Summerville won because he was a Republican and most of the people who went to the polls in his Middle Tennessee district were mad about Obama and associated all Democrats with him. Despite the old saying, politics is not local these days. It’s national.
And Jackson had done nothing to counter that phenomenon. With the state GOP apparatus writing off Summerville as hopeless, Jackson likely could have changed things. But he didn’t, and today we have Sen. Summervile.
This year, the state Republican Party’s operatives apparently believe there’s enough anti-Obama energy remaining to be tapped for elimination of the few Democrats remaining in a handful of districts that could not be assured of GOP victory via redistricting. And they may be right.
It is fairly clear, at this early stage, that there will be no Summerville-like situations of ignoring possible winners. The GOP seems to be going after every Democrat in any district where there’s any chance and defending every seat where a Democrat has any chance of winning.

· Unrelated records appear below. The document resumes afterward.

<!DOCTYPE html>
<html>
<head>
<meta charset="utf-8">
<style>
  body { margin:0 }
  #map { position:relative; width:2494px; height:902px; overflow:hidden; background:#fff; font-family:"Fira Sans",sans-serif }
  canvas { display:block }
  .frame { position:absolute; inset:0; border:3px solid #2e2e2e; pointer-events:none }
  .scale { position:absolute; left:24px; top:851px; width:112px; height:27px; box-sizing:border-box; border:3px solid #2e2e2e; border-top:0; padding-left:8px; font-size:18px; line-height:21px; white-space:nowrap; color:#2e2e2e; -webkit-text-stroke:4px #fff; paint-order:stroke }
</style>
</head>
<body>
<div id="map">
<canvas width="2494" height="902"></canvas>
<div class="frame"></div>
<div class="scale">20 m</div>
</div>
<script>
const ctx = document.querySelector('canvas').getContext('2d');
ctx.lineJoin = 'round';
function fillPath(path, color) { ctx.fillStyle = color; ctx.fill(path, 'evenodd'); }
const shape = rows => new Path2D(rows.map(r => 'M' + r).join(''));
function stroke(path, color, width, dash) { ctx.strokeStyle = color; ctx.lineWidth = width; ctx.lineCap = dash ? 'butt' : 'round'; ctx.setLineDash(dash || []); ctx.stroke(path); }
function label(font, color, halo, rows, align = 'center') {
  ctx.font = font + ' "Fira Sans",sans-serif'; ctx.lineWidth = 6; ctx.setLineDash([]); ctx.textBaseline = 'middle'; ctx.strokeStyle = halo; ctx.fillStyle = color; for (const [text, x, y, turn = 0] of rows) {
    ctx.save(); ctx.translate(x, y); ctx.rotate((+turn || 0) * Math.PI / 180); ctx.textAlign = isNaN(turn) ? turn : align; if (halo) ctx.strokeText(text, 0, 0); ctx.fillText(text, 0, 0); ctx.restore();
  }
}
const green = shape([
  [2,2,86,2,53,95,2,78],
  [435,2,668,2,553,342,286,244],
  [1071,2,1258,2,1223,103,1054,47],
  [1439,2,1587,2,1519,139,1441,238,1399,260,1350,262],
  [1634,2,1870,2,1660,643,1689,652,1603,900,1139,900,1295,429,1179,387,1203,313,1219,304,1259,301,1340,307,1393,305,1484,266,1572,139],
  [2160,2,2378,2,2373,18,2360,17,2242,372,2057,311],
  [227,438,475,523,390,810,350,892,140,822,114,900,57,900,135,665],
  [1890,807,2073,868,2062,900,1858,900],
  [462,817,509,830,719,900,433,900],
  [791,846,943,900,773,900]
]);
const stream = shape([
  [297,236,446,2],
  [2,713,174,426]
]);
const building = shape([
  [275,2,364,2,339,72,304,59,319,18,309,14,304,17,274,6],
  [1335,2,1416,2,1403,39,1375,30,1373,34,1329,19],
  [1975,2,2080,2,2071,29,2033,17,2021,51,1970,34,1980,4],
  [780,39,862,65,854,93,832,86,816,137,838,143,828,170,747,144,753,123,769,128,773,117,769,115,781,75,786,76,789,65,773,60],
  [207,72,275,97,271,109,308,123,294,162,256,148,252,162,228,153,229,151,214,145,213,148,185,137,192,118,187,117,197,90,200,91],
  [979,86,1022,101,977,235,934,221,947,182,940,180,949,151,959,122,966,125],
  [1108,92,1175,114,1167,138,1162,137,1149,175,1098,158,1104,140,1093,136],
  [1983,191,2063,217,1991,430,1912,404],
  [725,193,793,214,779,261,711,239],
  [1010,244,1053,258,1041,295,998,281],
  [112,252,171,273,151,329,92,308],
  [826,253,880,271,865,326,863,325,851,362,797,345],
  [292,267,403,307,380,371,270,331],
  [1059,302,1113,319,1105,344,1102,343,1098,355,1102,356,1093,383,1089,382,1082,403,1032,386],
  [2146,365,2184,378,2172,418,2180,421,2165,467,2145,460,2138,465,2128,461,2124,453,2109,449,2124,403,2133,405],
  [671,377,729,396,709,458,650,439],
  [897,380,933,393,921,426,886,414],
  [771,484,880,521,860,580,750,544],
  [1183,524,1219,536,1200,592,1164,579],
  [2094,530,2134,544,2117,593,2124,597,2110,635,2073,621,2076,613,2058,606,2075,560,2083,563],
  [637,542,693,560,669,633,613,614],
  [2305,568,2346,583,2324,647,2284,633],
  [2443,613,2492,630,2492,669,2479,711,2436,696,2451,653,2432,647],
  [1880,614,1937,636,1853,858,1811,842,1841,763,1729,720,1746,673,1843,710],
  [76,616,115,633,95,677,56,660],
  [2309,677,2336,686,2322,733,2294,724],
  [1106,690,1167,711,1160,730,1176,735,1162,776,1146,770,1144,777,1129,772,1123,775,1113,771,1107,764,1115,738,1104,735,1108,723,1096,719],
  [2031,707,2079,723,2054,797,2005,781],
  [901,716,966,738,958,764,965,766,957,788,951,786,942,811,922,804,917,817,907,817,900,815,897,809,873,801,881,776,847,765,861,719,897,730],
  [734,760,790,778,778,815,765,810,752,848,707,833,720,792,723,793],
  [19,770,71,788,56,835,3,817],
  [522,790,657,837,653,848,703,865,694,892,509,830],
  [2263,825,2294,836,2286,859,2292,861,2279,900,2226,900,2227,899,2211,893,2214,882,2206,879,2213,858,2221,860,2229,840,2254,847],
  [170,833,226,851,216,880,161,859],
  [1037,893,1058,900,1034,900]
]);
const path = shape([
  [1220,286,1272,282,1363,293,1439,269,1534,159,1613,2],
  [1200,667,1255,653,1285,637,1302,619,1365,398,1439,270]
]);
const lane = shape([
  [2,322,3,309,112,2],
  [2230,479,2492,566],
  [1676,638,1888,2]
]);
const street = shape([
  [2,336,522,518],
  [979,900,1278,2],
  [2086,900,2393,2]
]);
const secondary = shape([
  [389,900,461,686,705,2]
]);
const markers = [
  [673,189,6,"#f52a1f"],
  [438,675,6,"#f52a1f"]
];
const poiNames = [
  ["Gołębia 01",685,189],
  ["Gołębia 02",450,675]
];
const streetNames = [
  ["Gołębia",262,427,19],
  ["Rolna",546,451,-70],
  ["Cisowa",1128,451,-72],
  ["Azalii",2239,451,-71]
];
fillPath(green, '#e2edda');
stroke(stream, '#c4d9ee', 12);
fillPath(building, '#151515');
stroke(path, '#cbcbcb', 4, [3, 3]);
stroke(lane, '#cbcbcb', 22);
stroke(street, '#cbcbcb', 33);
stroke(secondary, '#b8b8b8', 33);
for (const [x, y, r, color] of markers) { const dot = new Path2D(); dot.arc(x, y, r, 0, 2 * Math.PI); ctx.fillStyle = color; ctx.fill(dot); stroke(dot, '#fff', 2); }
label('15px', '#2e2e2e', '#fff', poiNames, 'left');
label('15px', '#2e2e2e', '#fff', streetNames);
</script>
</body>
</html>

In the latter category, an illustration of the Republicans’ renewed reliance on Obama is a news release last week from the state GOP attacking Jim Hackworth, one of those 14 House Democrats unseated in the anti-Obama outrage of 2010. He’s having a rematch with the man who beat him, Republican Rep. John Ragan of Oak Ridge, who may epitomize the new and more conservative breed of GOP state legislator. The news release, in essence, announces that Hackworth has taken money from the Plumbers and Pipefitters Union PAC, which has also given money and an endorsement to the evil Obama.
Now, if you follow the logic of this premise, most Republicans in Tennessee would also be tainted. Virtually all take money from PACs for big corporations that, in turn, give to Obama. For example, AT&T executives, according to a Center for Responsive Politics blog post, favor Obama in presidential donations. AT&T in Tennessee gives to Republican legislators. So can those Republicans be tied to Obama?
Maybe that’s the wave of the future this fall.
There also appeared last week billboards attacking House Republican Caucus Chairman Debra Maggart sponsored by the NRA in her district. They picture Maggart and Obama. Beside her picture is the statement, “Rep. Debra Maggart says she supports your gun rights.” Beside Obama’s picture: “Of course, he says the same thing.”
Maybe that’s the wave of the future for 2014.